▸ ACTIVITY
Count up every line of the data in which "positions" occurs. The reply is one number and nothing more.

▸ SUPPLIED DATA

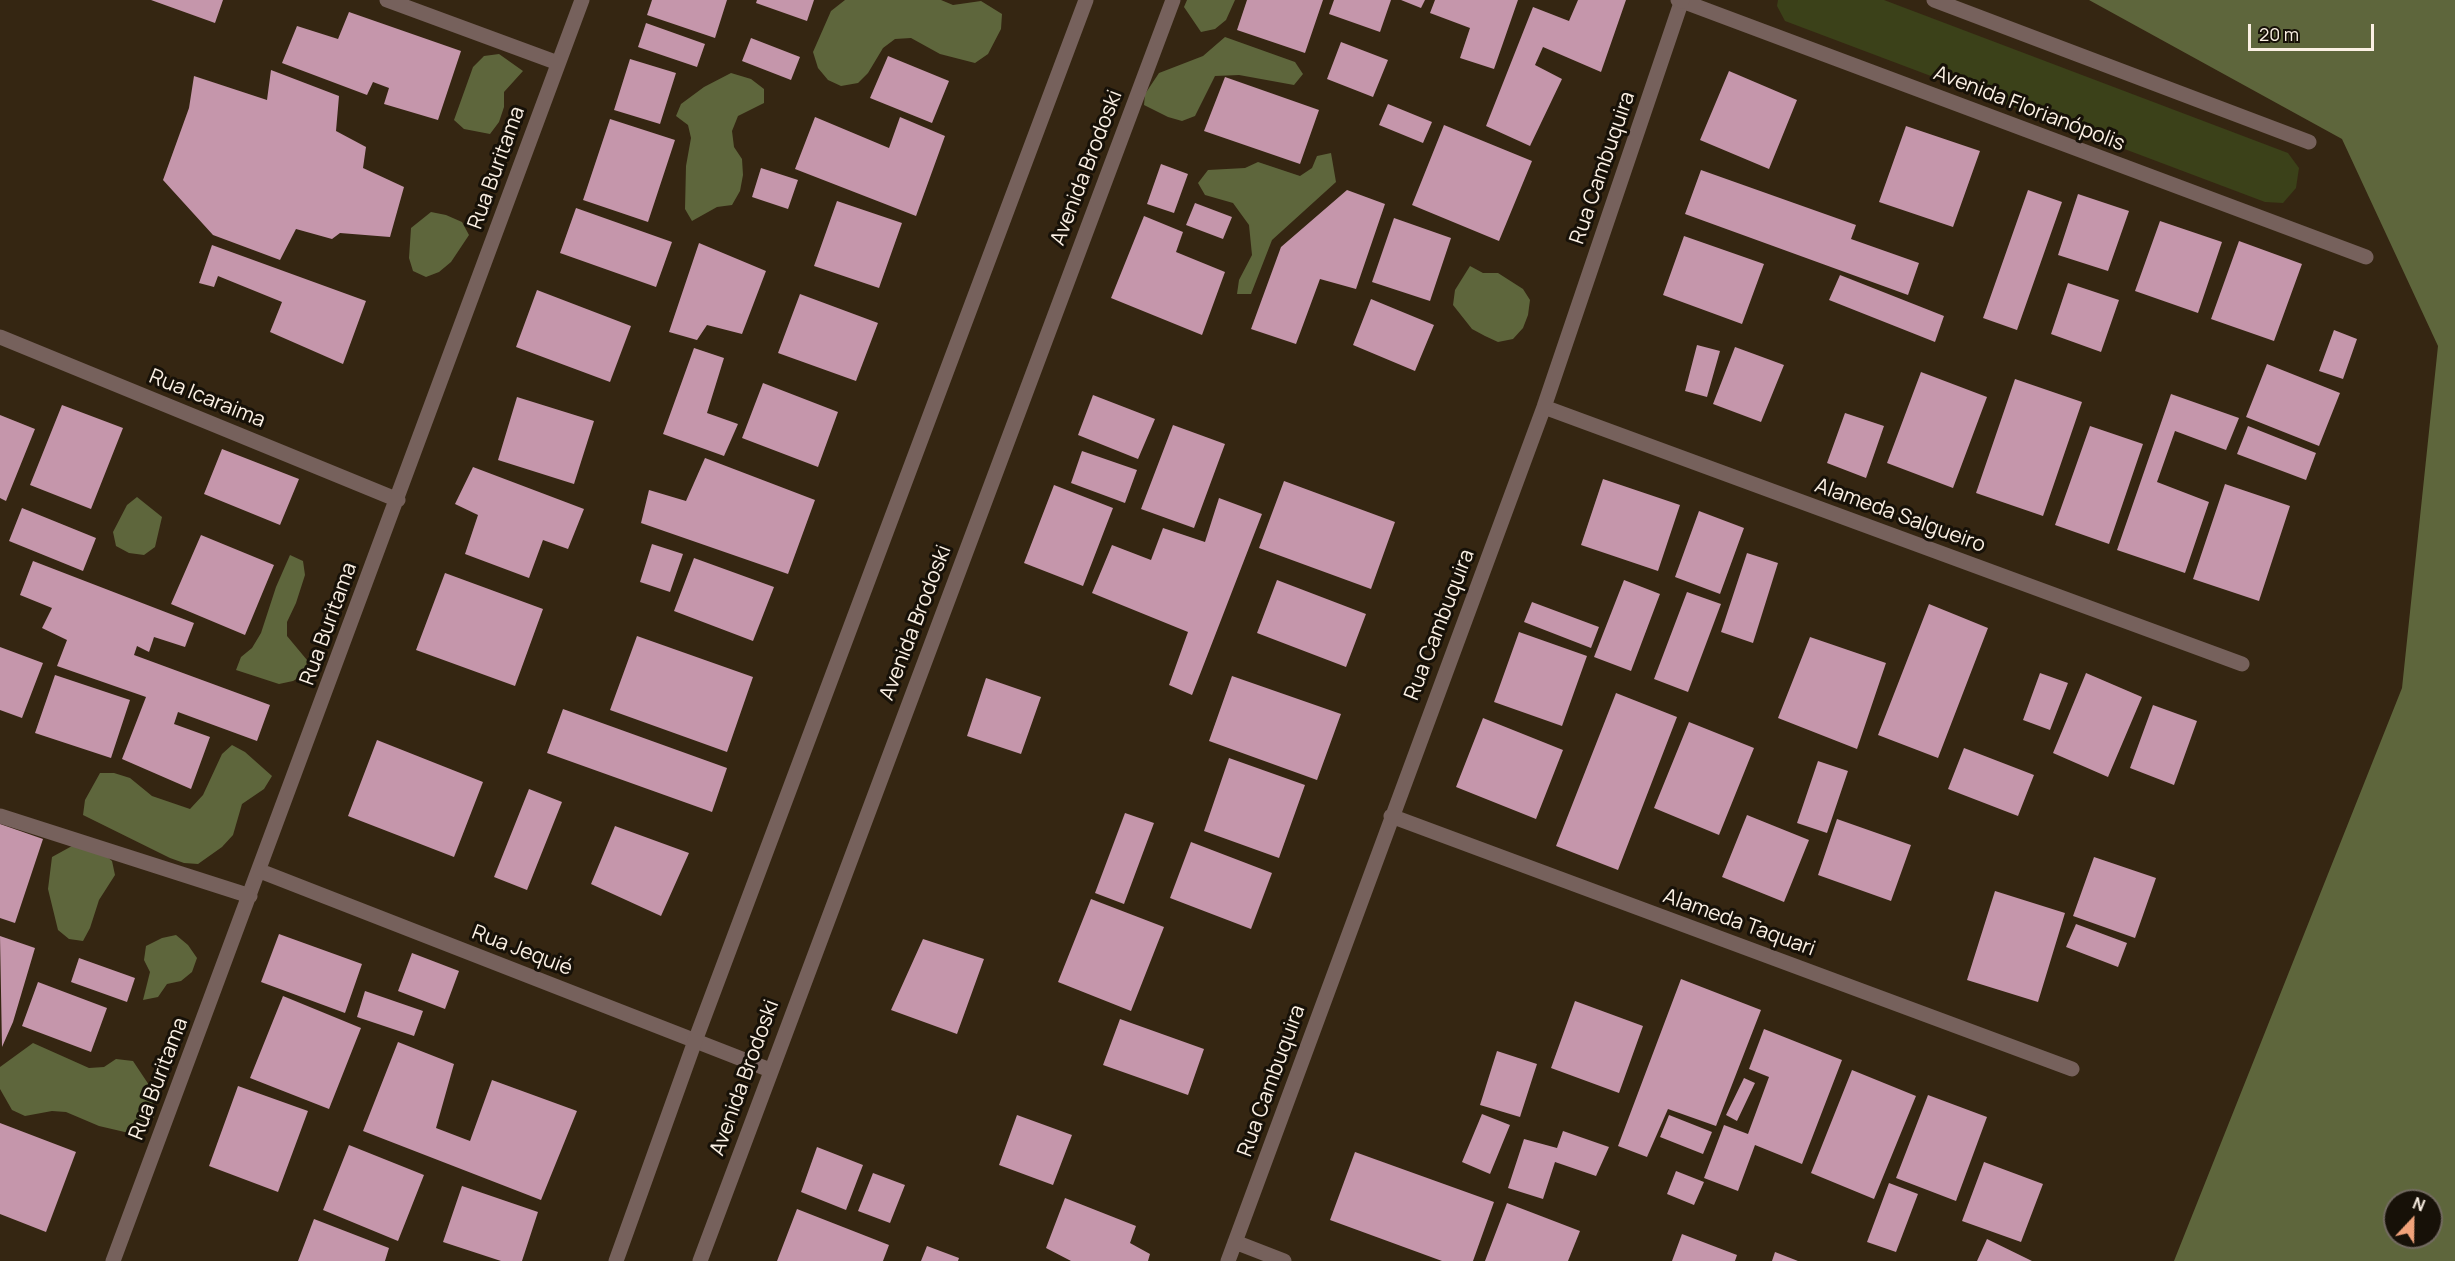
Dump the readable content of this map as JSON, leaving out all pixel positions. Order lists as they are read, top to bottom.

* * *

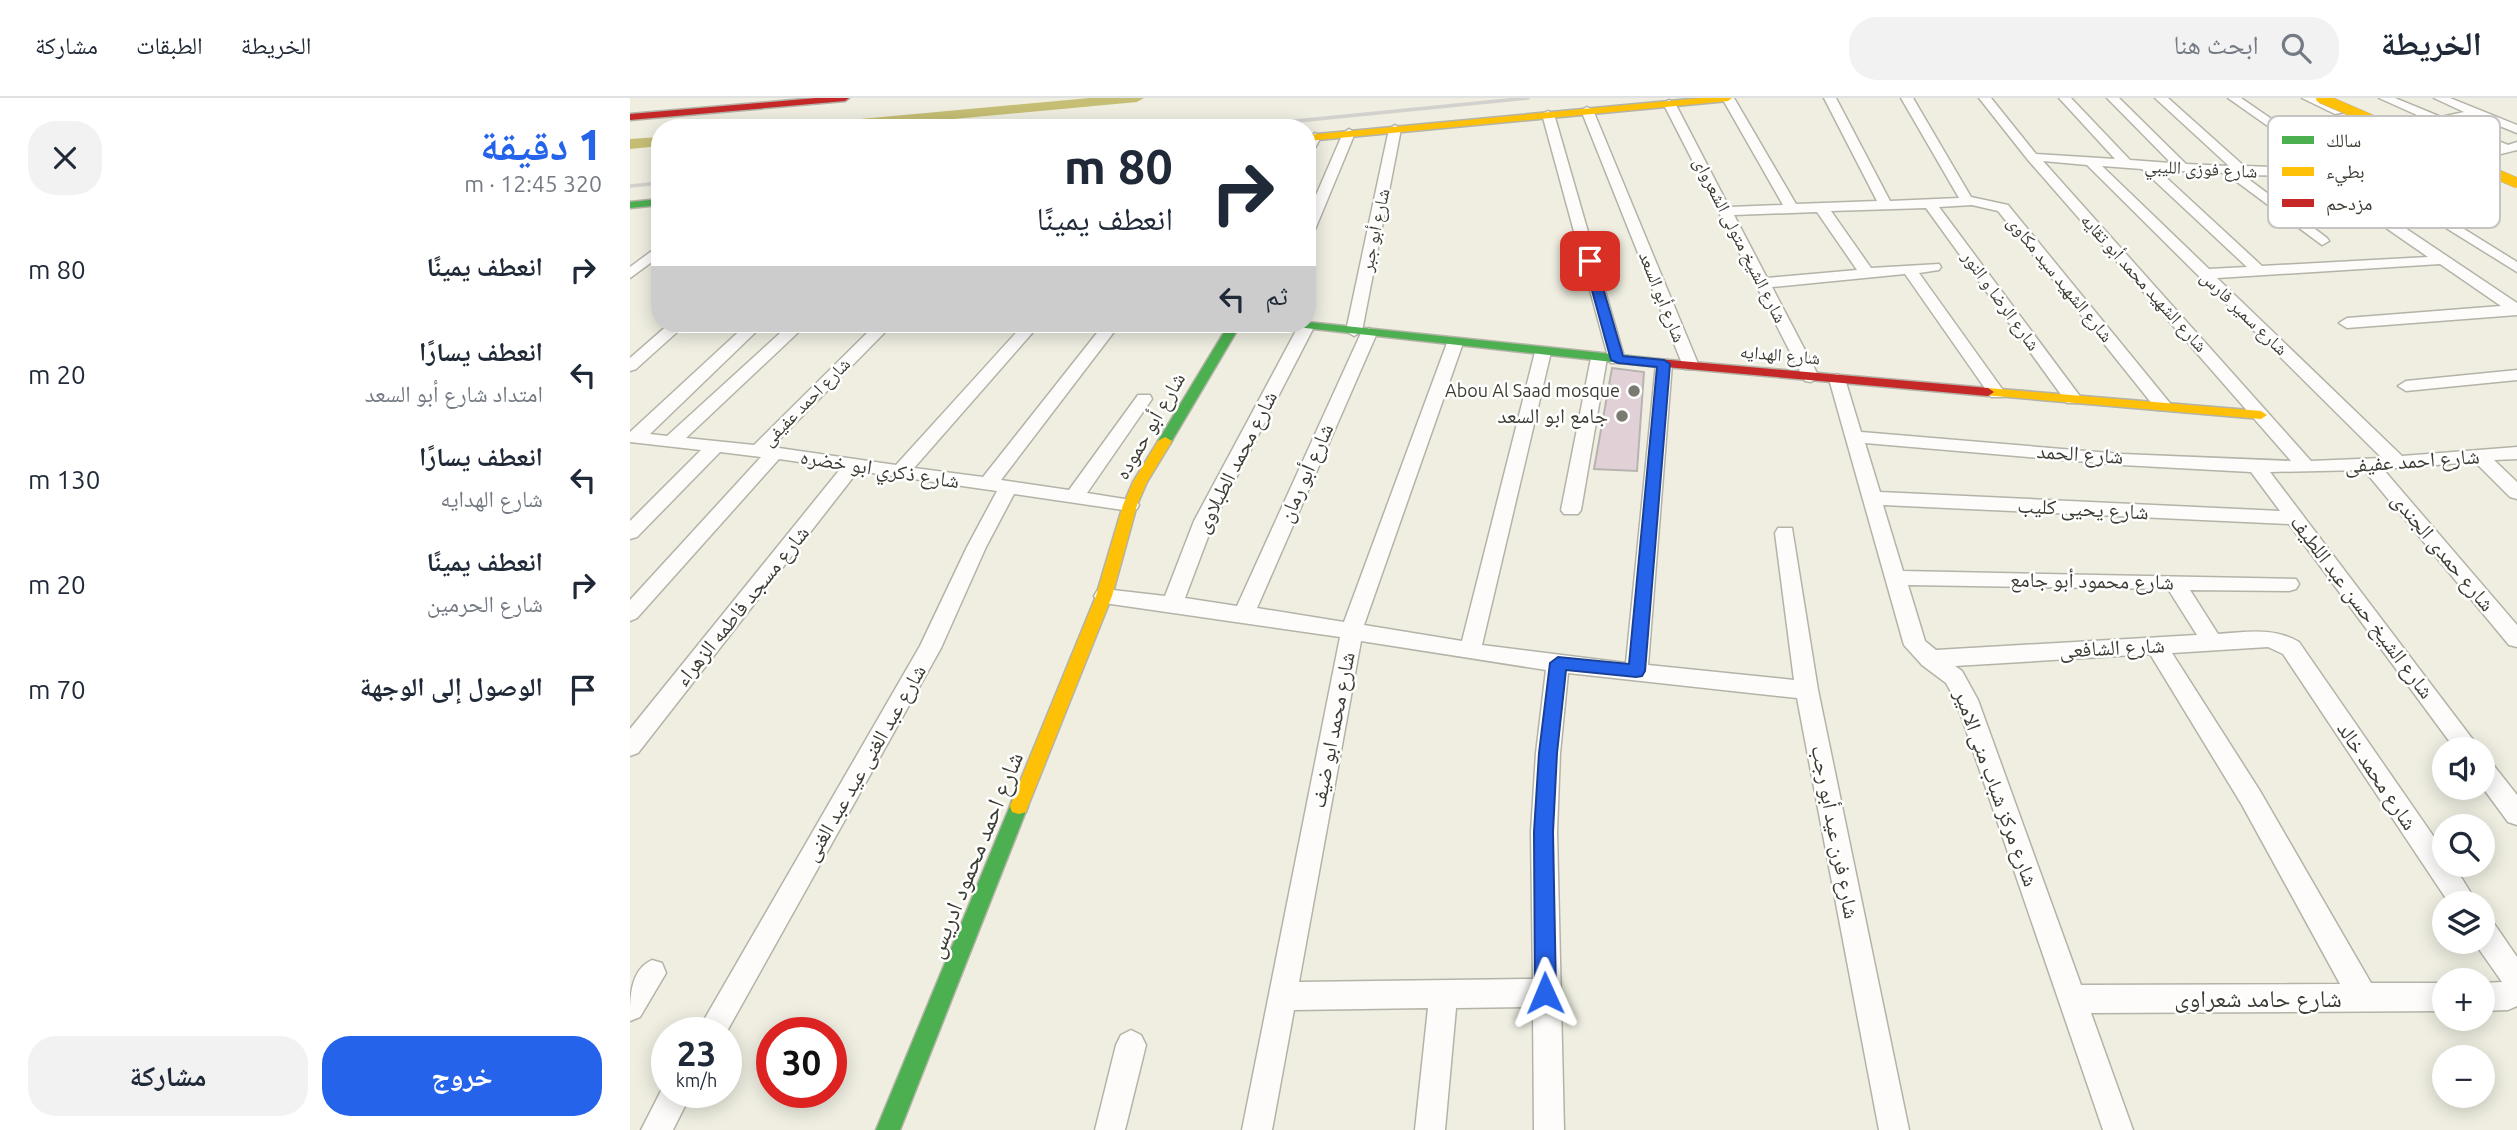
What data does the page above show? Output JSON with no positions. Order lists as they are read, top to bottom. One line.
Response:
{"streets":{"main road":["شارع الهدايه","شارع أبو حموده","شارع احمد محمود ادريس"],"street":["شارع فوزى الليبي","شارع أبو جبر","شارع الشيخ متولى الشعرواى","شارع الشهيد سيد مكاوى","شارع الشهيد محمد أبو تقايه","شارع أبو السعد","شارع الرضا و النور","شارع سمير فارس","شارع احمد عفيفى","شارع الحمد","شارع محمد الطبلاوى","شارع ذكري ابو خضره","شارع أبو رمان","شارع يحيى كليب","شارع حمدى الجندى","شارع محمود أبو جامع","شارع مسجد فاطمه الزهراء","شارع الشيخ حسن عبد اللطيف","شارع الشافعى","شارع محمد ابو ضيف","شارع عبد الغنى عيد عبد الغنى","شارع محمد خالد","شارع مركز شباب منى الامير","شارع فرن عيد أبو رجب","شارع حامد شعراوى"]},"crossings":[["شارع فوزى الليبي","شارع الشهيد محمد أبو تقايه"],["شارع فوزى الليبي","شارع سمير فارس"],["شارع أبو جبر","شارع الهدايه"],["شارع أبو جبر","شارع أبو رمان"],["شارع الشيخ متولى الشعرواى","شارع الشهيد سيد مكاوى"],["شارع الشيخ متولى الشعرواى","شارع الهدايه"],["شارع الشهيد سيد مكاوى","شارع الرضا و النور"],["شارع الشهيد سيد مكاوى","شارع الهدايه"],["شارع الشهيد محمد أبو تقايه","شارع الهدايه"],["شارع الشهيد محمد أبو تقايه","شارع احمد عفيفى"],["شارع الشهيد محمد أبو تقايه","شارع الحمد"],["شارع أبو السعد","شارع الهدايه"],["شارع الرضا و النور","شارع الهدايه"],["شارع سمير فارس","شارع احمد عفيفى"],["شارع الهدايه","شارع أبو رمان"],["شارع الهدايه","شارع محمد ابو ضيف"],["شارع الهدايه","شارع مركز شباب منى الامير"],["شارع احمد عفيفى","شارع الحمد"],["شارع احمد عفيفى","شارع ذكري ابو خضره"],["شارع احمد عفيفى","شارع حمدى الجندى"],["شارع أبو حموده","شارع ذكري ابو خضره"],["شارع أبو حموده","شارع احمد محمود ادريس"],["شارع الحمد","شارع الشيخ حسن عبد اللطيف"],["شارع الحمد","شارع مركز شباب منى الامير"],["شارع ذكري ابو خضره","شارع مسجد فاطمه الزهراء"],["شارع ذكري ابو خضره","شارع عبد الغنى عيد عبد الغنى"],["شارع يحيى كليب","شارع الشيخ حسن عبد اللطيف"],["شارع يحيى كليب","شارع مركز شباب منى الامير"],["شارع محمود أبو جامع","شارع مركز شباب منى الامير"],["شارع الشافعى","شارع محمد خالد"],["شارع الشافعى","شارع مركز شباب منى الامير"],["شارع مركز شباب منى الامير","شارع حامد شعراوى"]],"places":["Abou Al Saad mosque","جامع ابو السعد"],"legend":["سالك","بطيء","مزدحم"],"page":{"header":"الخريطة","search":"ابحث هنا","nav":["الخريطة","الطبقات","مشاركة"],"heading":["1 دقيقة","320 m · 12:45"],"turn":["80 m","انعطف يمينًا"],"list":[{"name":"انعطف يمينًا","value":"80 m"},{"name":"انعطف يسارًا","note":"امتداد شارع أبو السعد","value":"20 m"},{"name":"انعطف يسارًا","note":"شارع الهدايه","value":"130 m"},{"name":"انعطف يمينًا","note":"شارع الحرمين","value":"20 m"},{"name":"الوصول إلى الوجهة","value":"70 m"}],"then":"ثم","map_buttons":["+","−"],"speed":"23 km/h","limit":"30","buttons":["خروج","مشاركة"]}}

...

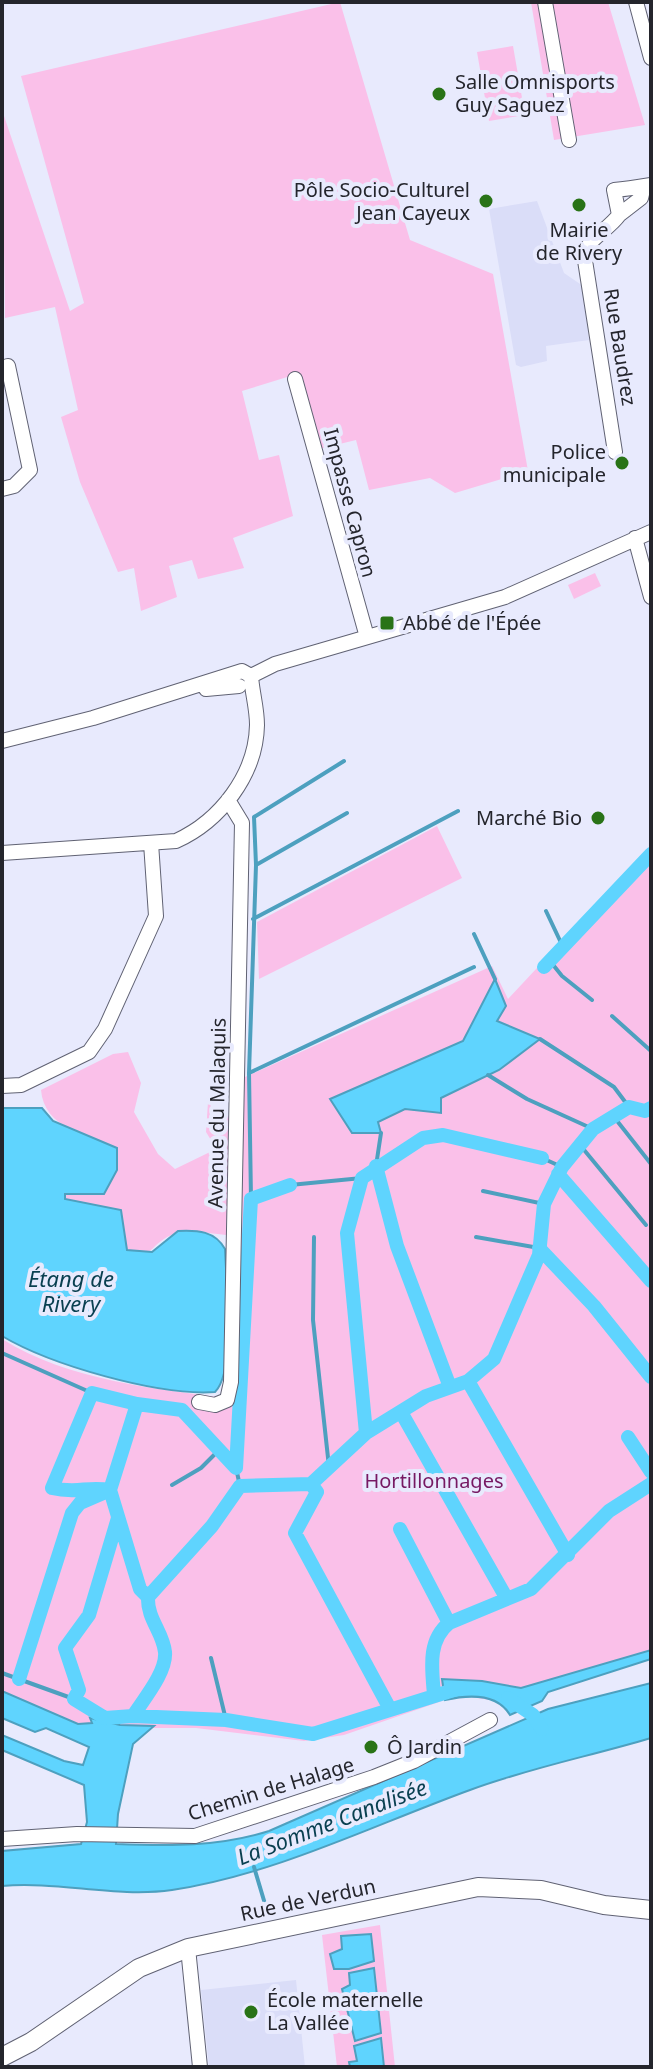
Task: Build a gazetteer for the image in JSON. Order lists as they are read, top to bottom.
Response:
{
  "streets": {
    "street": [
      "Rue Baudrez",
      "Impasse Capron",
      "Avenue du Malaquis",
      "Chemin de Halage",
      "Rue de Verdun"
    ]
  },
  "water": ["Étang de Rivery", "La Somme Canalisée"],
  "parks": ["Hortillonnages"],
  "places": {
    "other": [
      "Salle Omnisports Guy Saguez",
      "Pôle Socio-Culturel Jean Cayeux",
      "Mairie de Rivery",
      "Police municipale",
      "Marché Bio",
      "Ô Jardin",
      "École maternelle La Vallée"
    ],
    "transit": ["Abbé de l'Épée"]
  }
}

▸ PROBLEM SOLUTION
2